Work to be completed => Find every line in the records below that contains "fabs", and copy it.

Saved data entries:
· · · ·

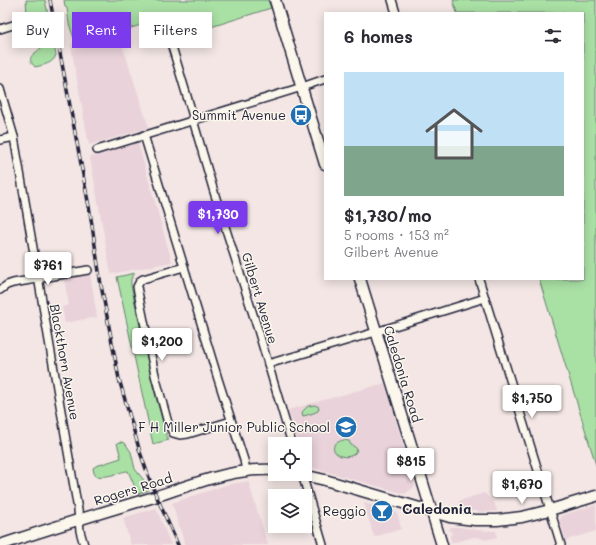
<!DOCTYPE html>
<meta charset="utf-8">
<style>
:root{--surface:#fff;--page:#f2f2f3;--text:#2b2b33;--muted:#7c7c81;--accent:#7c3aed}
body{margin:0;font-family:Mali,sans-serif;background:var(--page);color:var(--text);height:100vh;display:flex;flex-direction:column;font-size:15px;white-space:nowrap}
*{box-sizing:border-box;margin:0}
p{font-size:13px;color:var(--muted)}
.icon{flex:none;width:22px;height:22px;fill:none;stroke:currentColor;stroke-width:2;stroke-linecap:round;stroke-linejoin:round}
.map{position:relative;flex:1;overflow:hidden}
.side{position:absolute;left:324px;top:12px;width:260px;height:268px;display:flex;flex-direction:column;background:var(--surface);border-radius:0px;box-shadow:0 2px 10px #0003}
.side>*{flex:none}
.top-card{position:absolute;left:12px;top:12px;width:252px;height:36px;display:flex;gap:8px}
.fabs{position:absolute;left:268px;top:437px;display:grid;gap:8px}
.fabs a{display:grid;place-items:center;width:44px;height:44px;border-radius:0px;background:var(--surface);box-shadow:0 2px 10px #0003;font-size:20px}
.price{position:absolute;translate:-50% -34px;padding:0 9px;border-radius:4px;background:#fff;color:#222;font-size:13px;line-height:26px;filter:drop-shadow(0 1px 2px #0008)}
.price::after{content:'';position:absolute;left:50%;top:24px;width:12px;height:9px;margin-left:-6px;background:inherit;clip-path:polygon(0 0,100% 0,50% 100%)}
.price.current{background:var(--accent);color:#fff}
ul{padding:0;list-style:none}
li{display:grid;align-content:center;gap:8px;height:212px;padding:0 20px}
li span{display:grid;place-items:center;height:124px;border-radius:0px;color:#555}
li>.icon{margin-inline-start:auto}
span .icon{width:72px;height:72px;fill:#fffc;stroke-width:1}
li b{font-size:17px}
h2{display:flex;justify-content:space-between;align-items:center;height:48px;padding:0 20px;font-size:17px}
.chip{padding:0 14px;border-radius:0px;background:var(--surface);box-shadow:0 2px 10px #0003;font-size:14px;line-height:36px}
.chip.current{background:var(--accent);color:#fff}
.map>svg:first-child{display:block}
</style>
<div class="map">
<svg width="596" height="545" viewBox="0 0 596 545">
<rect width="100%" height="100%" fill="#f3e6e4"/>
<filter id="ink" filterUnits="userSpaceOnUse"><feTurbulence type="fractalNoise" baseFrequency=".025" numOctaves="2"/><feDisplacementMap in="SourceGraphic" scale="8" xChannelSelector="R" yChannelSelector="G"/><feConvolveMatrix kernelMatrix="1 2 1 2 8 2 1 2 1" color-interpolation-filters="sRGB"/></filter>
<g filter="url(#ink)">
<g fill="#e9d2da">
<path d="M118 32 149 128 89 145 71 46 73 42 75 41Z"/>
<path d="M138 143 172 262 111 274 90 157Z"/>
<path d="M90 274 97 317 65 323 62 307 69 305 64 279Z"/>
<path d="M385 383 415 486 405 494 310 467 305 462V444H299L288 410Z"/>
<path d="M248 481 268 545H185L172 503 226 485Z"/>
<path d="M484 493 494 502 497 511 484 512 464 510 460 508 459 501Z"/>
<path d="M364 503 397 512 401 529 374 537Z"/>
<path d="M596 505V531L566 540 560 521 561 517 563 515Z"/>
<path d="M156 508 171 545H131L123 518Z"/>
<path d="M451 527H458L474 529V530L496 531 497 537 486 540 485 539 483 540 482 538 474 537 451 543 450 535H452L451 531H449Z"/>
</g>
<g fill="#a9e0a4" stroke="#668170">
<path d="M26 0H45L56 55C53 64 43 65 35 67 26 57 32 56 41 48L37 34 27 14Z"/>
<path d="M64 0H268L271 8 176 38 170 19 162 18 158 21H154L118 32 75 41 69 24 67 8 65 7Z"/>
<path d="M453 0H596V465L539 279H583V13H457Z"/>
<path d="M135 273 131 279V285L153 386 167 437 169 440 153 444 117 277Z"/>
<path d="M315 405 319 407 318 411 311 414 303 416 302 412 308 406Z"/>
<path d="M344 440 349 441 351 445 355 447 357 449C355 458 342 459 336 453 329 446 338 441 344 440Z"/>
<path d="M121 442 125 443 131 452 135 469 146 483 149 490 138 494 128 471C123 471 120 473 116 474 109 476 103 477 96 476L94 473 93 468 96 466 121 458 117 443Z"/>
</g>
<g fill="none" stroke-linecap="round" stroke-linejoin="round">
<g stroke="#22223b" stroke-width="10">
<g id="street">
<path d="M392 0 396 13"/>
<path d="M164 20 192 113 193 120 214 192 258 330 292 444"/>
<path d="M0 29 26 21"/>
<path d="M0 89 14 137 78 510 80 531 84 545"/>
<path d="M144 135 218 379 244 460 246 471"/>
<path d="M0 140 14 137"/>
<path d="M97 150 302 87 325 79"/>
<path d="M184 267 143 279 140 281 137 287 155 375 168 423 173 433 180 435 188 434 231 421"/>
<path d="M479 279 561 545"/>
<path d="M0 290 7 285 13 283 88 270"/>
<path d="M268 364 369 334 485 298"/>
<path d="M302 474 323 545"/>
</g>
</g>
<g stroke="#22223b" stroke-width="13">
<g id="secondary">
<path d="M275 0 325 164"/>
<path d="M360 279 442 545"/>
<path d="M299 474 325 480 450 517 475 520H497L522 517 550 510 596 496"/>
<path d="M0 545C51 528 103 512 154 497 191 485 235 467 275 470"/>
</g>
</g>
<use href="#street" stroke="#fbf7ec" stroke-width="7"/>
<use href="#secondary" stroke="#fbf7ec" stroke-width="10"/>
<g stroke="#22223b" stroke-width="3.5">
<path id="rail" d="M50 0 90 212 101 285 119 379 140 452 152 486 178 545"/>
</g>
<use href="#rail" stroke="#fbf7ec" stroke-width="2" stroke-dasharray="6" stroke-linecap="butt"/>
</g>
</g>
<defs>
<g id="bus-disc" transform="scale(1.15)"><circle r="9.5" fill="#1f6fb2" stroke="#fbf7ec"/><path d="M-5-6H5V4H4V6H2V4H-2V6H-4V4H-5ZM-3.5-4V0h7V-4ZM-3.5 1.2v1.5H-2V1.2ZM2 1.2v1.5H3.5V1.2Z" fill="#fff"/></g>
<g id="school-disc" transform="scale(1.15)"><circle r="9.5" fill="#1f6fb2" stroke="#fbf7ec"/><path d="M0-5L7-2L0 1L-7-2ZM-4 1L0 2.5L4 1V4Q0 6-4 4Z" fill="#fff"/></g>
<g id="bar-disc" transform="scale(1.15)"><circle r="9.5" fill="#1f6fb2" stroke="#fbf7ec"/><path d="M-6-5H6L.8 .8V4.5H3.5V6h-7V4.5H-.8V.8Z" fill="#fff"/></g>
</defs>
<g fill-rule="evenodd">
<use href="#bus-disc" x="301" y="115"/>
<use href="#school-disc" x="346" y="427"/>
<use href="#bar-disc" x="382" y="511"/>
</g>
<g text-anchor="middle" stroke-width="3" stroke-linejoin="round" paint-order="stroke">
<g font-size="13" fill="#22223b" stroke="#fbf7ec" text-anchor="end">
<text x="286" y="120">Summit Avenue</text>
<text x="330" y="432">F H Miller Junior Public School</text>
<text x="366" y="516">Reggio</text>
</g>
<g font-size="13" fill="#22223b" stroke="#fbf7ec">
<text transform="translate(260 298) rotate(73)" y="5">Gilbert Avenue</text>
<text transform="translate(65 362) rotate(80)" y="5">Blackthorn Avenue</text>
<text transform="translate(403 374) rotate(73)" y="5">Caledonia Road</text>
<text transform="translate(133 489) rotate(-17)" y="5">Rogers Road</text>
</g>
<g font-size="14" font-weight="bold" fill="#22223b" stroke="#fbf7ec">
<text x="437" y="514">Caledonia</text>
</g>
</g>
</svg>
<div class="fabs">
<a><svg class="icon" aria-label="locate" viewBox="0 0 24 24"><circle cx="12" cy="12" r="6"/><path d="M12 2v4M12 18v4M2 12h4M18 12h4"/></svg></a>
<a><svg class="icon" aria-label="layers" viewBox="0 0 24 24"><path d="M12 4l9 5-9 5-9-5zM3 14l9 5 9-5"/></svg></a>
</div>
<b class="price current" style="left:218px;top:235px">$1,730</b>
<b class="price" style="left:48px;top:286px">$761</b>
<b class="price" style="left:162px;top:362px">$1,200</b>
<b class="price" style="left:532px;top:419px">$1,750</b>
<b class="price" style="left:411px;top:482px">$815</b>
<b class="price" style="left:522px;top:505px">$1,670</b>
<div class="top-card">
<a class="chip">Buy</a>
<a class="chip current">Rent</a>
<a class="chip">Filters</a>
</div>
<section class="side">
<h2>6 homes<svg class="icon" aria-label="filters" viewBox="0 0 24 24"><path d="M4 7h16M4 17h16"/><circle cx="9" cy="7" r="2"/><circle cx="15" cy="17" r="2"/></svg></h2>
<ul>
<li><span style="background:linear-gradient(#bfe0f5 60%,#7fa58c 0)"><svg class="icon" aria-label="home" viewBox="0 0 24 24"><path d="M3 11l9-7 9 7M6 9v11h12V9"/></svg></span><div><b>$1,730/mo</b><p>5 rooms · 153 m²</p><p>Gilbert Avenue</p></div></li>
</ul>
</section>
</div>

· · · ·

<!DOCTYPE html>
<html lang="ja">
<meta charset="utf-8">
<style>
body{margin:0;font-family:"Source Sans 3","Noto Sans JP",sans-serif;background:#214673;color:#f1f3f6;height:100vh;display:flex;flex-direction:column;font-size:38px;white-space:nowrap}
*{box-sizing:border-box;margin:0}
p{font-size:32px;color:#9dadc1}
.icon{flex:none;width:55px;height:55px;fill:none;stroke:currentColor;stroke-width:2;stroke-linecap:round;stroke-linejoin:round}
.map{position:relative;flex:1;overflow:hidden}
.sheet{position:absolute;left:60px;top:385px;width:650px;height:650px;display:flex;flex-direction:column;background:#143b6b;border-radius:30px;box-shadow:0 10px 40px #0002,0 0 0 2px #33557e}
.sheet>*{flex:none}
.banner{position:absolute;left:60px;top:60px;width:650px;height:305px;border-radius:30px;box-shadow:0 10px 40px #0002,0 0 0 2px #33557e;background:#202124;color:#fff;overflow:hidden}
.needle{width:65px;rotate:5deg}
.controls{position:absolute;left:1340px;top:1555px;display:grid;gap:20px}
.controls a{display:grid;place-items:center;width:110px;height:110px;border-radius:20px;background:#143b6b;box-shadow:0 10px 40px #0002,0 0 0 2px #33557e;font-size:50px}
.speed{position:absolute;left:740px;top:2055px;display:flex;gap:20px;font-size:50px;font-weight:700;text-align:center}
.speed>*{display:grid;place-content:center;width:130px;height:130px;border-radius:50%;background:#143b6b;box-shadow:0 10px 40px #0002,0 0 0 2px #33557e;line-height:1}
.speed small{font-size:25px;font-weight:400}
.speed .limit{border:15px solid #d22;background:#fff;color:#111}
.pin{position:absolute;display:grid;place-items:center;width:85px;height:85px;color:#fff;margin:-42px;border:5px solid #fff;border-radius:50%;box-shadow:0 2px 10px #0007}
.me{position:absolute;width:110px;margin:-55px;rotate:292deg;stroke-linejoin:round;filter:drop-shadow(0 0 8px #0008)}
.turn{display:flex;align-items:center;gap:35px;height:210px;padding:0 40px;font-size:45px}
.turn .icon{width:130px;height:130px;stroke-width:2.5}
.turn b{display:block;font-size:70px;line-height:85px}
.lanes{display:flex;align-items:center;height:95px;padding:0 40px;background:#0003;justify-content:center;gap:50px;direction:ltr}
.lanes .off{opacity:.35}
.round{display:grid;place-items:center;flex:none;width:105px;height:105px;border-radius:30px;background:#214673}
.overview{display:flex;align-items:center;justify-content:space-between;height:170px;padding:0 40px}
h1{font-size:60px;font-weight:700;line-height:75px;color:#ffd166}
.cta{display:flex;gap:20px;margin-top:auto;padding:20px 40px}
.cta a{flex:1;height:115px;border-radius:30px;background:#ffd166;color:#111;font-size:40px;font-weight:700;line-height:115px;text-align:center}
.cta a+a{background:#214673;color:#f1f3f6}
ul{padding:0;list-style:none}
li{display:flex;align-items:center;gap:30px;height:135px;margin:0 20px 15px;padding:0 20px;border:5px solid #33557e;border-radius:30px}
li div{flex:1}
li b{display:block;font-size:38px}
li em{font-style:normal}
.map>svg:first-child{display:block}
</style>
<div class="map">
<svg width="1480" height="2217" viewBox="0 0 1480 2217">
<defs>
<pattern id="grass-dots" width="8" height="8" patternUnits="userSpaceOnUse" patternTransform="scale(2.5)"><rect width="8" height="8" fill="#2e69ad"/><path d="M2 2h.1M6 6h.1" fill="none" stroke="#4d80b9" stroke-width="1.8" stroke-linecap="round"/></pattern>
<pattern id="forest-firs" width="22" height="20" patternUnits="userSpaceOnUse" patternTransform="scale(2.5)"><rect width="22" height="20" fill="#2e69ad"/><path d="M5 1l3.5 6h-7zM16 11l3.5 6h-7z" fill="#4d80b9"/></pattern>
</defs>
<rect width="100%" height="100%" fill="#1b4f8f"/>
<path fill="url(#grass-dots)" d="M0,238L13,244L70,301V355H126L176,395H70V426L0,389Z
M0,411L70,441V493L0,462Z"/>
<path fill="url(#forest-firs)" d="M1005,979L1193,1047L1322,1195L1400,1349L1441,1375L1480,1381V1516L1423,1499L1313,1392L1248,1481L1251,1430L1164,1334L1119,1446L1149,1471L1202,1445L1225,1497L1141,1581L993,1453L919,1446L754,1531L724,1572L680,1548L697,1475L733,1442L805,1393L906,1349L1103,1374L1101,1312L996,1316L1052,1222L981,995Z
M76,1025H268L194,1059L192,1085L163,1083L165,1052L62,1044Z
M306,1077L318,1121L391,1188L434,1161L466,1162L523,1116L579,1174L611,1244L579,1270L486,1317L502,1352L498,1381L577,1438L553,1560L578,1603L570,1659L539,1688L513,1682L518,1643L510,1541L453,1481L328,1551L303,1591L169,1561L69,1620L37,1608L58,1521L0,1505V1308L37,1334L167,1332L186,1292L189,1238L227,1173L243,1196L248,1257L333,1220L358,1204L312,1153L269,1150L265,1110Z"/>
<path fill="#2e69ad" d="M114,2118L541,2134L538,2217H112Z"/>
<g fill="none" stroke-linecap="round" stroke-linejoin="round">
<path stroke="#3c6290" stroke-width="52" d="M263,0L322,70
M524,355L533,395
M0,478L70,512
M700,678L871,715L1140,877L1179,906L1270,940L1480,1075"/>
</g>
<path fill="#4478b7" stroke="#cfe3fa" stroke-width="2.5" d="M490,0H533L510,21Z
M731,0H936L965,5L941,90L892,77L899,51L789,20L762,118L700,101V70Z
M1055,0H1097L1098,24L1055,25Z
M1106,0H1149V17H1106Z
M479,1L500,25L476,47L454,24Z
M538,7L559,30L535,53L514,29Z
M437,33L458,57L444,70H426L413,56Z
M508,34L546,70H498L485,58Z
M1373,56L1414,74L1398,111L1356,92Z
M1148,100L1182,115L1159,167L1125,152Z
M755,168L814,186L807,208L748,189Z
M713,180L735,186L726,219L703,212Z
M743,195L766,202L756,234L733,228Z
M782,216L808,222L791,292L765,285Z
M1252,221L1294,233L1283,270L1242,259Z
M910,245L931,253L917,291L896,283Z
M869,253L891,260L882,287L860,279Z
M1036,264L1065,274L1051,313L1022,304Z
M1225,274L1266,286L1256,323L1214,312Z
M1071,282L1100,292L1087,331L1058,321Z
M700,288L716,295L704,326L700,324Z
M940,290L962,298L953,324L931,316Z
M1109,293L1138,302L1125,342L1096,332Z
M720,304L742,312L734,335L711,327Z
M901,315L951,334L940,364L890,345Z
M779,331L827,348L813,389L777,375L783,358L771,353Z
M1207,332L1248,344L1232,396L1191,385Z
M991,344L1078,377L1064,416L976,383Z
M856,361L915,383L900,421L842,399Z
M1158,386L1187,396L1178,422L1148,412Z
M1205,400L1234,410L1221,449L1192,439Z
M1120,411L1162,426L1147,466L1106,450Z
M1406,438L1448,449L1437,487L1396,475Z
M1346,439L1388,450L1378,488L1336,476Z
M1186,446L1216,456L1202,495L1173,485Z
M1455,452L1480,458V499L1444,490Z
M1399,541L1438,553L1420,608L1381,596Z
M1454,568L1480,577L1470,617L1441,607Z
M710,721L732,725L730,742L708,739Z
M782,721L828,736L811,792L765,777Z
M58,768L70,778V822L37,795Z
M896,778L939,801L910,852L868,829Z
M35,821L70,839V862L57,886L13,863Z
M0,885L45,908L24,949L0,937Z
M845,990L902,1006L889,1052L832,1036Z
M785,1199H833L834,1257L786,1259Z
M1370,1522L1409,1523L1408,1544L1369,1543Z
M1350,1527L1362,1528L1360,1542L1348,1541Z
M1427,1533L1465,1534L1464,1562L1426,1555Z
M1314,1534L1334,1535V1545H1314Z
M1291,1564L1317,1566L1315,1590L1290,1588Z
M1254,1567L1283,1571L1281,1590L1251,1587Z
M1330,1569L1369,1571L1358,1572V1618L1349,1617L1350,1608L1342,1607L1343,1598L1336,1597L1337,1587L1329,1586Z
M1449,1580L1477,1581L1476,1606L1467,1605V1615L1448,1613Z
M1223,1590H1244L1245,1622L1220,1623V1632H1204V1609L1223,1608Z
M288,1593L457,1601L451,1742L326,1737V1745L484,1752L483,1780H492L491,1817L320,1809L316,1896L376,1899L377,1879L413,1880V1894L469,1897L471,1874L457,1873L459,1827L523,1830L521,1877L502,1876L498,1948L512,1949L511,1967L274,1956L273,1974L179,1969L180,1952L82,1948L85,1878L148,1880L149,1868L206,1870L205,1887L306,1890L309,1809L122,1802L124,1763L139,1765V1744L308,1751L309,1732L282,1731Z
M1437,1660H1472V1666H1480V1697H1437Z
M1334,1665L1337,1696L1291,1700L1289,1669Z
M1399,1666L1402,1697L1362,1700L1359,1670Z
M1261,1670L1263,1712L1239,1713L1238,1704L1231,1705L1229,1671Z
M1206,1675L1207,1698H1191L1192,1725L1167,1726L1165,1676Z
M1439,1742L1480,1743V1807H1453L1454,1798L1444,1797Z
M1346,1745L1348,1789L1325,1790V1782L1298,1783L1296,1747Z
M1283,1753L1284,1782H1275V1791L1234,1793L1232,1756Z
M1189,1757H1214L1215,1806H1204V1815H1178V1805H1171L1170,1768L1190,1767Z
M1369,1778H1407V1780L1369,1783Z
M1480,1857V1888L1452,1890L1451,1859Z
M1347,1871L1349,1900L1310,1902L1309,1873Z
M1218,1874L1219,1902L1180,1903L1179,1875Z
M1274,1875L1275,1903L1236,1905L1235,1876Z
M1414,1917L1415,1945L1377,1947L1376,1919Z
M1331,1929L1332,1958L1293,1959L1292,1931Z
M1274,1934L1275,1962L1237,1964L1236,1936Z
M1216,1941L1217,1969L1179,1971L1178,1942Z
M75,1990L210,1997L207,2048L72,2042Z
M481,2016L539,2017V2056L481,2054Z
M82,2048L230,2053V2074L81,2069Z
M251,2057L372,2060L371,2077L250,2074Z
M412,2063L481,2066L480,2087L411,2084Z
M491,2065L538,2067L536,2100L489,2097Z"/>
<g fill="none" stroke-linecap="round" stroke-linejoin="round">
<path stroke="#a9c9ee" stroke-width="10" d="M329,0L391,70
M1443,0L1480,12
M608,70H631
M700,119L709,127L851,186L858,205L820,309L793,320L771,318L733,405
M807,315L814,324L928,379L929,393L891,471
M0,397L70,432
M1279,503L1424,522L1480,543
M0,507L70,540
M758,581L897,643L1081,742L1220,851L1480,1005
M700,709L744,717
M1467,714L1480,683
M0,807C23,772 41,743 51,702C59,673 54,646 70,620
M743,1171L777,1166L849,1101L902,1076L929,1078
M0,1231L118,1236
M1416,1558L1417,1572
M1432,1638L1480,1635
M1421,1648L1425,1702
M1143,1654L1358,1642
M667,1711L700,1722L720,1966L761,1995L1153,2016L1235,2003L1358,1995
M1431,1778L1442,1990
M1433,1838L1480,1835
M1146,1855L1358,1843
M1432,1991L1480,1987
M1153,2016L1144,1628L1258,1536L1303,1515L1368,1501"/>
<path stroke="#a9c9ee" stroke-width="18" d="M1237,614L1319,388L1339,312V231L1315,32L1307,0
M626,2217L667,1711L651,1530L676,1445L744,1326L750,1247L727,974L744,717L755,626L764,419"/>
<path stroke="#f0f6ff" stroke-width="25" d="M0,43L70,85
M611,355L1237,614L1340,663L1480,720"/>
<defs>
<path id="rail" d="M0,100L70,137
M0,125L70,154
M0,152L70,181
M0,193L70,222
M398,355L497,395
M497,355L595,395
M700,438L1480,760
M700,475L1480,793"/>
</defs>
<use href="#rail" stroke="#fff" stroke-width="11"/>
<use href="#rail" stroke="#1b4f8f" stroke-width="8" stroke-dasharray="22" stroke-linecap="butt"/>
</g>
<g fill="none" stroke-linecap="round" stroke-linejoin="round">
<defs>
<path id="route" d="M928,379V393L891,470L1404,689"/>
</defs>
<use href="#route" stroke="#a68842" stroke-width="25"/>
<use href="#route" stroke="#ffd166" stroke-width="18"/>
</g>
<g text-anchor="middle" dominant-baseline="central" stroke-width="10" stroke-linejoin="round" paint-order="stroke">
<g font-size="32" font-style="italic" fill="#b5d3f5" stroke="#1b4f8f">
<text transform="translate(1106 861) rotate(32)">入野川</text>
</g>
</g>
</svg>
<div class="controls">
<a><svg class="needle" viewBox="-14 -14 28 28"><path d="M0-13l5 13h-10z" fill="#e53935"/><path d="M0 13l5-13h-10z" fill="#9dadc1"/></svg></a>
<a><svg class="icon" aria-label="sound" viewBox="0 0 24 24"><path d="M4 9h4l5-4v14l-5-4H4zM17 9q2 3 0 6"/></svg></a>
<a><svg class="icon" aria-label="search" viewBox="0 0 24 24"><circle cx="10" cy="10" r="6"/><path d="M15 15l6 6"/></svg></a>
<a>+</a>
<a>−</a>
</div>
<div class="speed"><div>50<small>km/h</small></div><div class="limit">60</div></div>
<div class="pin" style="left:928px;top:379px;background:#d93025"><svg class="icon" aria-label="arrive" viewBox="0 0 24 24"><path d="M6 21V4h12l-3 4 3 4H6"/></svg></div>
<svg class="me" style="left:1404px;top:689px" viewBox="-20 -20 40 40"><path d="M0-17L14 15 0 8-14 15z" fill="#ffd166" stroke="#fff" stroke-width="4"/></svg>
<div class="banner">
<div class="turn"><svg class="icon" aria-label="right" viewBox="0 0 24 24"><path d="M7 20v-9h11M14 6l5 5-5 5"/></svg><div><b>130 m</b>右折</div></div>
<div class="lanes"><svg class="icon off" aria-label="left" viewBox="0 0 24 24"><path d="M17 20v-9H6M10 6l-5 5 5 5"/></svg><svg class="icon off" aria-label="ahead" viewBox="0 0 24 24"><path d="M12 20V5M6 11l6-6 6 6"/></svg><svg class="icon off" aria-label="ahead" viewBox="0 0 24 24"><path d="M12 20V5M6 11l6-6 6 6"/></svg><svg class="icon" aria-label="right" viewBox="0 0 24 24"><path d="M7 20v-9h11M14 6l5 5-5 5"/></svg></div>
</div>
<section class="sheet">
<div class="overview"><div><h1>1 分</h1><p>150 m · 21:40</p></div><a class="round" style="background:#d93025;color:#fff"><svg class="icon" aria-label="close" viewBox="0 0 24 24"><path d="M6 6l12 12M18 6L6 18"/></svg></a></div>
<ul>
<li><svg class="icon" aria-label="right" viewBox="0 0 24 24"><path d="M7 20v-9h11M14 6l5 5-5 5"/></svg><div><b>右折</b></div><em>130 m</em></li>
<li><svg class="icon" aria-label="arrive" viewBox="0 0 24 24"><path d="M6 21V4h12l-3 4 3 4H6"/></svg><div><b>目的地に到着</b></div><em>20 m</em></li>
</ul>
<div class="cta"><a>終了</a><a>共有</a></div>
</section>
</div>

· · · ·

Your response =>
.fabs{position:absolute;left:268px;top:437px;display:grid;gap:8px}
.fabs a{display:grid;place-items:center;width:44px;height:44px;border-radius:0px;background:var(--surface);box-shadow:0 2px 10px #0003;font-size:20px}
<div class="fabs">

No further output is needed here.